After years of fits and starts, startups and big businesses are finally starting to pay attention to the solar market in rural corners of the developing world.
Over the past few months, a number of high profile investors have backed startups selling solar panels to off-grid customers across regions like Africa, India, and East Asia. Meanwhile, big solar companies have created divisions focusing on rural customers in the same areas.
That this market is now starting to mature shows how solar is increasingly affordable to people who earn less than $2 daily. At the same time, it highlights how business can lead social development—electrification, in this case—in ways that some non-profits have failed.
For the most part, wealthy countries like the U.S. and Germany have been the ones to adopt home solar panels. Home owners typically buy their solar systems out right or lease them from a third party like SolarCity SCTY -2.29% . These solar systems tend to plug into the broader power grid.

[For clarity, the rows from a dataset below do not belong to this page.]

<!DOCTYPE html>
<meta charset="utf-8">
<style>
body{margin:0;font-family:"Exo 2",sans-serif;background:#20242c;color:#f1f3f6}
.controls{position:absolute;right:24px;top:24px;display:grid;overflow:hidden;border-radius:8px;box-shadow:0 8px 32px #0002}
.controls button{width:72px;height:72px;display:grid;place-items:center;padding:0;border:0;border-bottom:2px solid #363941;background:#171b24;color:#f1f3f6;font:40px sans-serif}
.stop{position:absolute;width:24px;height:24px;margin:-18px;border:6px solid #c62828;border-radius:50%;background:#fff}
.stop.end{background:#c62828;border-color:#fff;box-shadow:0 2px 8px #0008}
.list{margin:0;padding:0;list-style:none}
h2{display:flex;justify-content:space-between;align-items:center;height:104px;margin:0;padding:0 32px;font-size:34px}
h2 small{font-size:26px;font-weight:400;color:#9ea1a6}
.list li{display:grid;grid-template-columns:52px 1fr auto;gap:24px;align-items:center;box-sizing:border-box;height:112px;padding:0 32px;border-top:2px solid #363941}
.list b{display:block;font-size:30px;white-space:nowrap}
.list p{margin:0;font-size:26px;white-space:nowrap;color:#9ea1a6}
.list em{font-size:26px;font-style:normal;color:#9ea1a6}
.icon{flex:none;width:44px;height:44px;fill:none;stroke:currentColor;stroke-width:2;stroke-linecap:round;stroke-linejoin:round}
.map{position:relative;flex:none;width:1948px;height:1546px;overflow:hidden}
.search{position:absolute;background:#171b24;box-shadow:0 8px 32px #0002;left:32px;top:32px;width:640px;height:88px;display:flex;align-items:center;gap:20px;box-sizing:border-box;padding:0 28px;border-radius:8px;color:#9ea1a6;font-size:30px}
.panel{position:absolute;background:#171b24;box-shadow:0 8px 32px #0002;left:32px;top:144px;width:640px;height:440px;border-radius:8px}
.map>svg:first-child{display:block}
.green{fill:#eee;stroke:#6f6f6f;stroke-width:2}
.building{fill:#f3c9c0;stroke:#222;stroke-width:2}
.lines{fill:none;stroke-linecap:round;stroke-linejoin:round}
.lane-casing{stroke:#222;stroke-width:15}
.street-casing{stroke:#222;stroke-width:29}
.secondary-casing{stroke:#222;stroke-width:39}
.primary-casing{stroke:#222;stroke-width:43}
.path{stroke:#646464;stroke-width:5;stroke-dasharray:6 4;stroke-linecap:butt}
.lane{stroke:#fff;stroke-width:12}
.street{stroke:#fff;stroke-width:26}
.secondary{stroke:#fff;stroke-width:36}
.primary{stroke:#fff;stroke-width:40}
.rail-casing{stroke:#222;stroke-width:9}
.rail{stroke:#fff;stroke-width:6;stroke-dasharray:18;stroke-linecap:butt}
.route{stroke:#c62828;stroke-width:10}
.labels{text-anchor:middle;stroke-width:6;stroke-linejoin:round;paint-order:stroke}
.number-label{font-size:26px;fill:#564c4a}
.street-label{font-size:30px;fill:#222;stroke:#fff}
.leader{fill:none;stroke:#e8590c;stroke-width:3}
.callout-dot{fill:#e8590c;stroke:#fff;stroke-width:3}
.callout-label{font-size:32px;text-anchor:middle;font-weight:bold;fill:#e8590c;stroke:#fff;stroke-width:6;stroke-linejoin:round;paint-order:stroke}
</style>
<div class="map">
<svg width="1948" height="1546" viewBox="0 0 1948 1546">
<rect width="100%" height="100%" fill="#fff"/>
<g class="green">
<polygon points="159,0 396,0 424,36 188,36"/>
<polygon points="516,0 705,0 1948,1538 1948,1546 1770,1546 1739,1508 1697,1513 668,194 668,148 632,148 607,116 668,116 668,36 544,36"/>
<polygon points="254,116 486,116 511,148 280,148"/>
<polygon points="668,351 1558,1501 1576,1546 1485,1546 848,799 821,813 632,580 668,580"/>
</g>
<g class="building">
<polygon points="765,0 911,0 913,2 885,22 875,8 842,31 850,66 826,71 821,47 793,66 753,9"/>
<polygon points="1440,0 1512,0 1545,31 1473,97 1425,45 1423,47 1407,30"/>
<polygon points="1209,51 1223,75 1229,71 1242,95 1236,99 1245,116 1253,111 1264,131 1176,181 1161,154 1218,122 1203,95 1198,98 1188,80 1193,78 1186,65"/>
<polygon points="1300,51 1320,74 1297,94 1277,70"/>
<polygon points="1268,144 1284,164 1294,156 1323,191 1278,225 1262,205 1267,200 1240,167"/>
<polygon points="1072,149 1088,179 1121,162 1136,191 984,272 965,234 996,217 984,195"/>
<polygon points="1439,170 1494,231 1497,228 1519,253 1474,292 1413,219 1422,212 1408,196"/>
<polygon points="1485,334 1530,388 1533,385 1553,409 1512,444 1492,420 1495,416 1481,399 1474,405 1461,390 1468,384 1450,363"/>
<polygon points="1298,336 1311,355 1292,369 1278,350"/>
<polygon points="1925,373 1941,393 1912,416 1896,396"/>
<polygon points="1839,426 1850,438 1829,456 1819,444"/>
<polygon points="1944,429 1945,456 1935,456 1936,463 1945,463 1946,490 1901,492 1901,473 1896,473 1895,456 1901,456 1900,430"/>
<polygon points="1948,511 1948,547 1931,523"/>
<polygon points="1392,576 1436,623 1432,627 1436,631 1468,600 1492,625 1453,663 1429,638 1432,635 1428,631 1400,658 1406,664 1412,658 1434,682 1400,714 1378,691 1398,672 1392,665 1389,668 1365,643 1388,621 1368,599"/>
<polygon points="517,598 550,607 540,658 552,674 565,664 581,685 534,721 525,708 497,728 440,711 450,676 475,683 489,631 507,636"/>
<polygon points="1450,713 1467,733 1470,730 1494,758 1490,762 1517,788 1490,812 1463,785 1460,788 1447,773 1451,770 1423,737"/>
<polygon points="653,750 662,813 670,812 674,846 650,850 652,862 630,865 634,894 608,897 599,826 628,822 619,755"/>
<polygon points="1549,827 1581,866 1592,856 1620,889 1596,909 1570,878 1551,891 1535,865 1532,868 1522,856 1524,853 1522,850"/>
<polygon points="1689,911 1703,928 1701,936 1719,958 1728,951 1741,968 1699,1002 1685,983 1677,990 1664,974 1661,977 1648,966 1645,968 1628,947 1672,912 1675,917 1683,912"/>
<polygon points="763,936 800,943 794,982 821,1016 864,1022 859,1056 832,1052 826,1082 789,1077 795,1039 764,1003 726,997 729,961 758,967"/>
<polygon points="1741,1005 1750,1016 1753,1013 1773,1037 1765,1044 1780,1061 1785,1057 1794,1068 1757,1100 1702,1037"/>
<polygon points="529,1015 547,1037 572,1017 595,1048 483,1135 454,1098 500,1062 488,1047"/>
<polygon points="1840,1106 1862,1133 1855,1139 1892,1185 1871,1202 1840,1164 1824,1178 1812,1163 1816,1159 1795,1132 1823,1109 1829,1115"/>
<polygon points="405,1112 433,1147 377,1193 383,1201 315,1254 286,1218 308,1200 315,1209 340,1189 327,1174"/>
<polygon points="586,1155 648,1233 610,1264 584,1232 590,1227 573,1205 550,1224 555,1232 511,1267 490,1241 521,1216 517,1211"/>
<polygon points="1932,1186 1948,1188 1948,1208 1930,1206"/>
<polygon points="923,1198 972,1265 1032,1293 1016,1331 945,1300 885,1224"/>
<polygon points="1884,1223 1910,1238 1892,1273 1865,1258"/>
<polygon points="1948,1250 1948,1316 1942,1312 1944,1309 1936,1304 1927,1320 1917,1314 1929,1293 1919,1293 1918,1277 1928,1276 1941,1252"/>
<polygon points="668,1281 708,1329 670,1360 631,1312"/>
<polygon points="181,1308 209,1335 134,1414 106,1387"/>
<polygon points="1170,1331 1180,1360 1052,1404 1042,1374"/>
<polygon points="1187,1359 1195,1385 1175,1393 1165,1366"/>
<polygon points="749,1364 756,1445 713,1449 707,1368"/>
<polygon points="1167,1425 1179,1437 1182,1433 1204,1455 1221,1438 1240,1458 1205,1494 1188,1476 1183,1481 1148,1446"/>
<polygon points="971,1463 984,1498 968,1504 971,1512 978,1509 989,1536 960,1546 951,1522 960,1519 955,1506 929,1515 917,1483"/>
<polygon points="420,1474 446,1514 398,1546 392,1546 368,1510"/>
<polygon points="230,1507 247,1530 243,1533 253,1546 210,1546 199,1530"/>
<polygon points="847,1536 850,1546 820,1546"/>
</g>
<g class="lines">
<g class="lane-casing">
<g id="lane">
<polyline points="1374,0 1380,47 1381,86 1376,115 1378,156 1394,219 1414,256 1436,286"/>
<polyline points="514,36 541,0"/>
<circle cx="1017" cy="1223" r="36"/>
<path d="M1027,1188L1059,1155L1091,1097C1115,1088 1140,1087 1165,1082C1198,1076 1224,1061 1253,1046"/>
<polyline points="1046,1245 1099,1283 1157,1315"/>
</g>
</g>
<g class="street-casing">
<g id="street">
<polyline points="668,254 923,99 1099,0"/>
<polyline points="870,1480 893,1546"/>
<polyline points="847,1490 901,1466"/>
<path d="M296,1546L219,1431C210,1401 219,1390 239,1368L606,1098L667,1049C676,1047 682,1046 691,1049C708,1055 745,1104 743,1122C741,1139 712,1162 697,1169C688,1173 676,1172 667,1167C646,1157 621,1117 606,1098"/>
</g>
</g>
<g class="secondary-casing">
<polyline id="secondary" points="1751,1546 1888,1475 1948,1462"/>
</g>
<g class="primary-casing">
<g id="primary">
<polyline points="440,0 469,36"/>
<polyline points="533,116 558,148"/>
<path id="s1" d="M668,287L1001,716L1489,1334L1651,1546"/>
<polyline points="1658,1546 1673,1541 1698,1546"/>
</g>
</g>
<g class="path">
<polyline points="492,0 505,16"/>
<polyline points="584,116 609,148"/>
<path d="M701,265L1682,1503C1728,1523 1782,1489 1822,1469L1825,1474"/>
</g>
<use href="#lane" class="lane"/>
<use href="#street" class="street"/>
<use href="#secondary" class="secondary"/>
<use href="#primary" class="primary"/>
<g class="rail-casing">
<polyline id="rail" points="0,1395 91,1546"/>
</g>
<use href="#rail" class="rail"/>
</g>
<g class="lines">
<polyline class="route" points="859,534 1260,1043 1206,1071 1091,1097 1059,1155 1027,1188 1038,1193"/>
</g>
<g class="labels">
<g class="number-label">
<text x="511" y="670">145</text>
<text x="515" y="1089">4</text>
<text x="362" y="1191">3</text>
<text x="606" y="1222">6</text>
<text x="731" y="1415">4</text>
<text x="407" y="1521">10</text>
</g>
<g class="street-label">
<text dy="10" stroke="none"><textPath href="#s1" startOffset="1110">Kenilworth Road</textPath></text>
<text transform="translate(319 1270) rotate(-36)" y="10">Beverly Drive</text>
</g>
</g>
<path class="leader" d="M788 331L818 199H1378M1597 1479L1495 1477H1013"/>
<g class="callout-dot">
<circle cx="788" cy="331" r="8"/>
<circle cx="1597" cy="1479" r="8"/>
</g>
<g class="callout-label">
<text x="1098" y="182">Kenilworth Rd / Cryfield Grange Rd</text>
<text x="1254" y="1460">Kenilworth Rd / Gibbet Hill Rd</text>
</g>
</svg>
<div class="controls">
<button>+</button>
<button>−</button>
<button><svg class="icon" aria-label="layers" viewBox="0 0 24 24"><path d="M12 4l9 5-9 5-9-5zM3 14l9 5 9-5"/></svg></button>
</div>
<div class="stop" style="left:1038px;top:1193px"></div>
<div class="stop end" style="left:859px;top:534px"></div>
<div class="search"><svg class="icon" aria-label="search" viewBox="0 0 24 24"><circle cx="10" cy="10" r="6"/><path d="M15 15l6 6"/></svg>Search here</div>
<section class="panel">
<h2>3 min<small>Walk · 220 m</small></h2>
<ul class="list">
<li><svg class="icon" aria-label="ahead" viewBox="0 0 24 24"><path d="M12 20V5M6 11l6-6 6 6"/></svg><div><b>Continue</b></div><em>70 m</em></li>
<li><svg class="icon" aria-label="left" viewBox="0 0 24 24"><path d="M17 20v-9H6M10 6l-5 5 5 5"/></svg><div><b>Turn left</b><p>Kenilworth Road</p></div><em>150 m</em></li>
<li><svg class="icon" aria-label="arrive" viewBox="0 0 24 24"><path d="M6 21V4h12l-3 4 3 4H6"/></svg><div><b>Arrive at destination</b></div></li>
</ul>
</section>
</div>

But in regions like rural Africa, where the power grid is lacking, an entirely new strategy has had to be developed. These new solar products have relied on new types of financing, have ridden on the back of mobile technologies, and have depended on the emergence of cheap batteries. Will this type of solar product become the norm in rural off-grid areas?
The innovators
One of the rapidly growing startups tackling this market is M-Kopa, based in Nairobi, Kenya. The company was founded nearly five years ago by Jesse Moore and Nick Hughes, who was one of the original creators of mobile payment system M-Pesa. If you haven’t heard of it, M-Pesa is one of the world’s most successful mobile payment services. By some estimates, 95% of Kenyan adults use it to buy goods and services, and a third of Kenya’s GDP flows through it every year.